- _TASK BRIEF_
Would you quote every entry exactly, dropping only the pictures?

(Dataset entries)
- - -
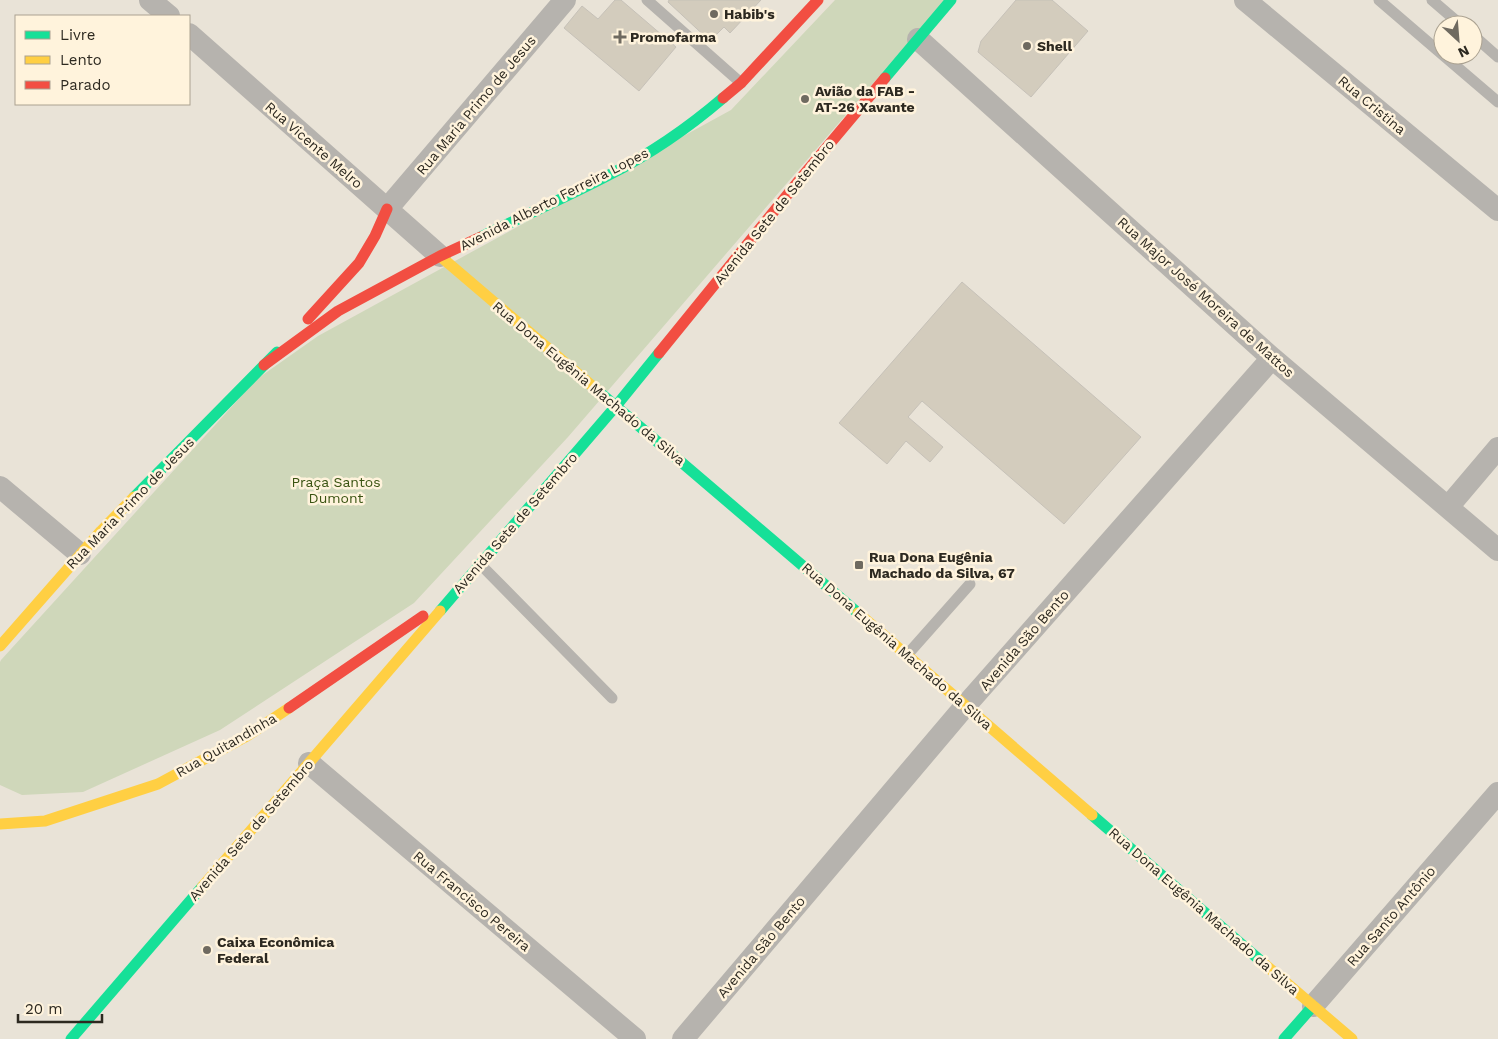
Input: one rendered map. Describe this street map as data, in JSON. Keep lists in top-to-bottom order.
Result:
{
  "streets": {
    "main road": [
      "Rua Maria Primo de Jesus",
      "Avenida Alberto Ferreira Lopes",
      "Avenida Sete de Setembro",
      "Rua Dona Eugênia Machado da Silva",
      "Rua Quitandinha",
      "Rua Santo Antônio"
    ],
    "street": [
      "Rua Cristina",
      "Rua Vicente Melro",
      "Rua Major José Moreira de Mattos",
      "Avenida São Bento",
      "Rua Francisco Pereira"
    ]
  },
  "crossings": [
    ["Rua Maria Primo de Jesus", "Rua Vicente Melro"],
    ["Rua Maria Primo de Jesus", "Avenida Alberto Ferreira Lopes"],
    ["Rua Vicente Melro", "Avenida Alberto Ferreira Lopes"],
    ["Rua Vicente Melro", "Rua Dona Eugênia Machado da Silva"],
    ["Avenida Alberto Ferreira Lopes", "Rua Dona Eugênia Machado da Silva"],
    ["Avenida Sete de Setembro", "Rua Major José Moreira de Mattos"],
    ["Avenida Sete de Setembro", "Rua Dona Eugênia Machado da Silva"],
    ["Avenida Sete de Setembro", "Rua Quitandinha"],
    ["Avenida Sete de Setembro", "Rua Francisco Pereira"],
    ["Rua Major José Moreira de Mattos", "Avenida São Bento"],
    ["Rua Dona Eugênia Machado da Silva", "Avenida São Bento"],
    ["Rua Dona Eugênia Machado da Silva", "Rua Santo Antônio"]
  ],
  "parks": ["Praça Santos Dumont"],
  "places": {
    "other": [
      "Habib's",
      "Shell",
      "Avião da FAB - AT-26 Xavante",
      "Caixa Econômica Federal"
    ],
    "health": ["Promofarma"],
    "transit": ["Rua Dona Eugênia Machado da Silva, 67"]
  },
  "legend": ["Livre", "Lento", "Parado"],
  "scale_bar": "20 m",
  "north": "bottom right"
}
- - -
- _YOUR SOLUTION_
Input: one rendered map. Describe this street map as data, in JSON. Keep lists in top-to-bottom order.
Result:
{
  "streets": {
    "main road": [
      "Rua Maria Primo de Jesus",
      "Avenida Alberto Ferreira Lopes",
      "Avenida Sete de Setembro",
      "Rua Dona Eugênia Machado da Silva",
      "Rua Quitandinha",
      "Rua Santo Antônio"
    ],
    "street": [
      "Rua Cristina",
      "Rua Vicente Melro",
      "Rua Major José Moreira de Mattos",
      "Avenida São Bento",
      "Rua Francisco Pereira"
    ]
  },
  "crossings": [
    ["Rua Maria Primo de Jesus", "Rua Vicente Melro"],
    ["Rua Maria Primo de Jesus", "Avenida Alberto Ferreira Lopes"],
    ["Rua Vicente Melro", "Avenida Alberto Ferreira Lopes"],
    ["Rua Vicente Melro", "Rua Dona Eugênia Machado da Silva"],
    ["Avenida Alberto Ferreira Lopes", "Rua Dona Eugênia Machado da Silva"],
    ["Avenida Sete de Setembro", "Rua Major José Moreira de Mattos"],
    ["Avenida Sete de Setembro", "Rua Dona Eugênia Machado da Silva"],
    ["Avenida Sete de Setembro", "Rua Quitandinha"],
    ["Avenida Sete de Setembro", "Rua Francisco Pereira"],
    ["Rua Major José Moreira de Mattos", "Avenida São Bento"],
    ["Rua Dona Eugênia Machado da Silva", "Avenida São Bento"],
    ["Rua Dona Eugênia Machado da Silva", "Rua Santo Antônio"]
  ],
  "parks": ["Praça Santos Dumont"],
  "places": {
    "other": [
      "Habib's",
      "Shell",
      "Avião da FAB - AT-26 Xavante",
      "Caixa Econômica Federal"
    ],
    "health": ["Promofarma"],
    "transit": ["Rua Dona Eugênia Machado da Silva, 67"]
  },
  "legend": ["Livre", "Lento", "Parado"],
  "scale_bar": "20 m",
  "north": "bottom right"
}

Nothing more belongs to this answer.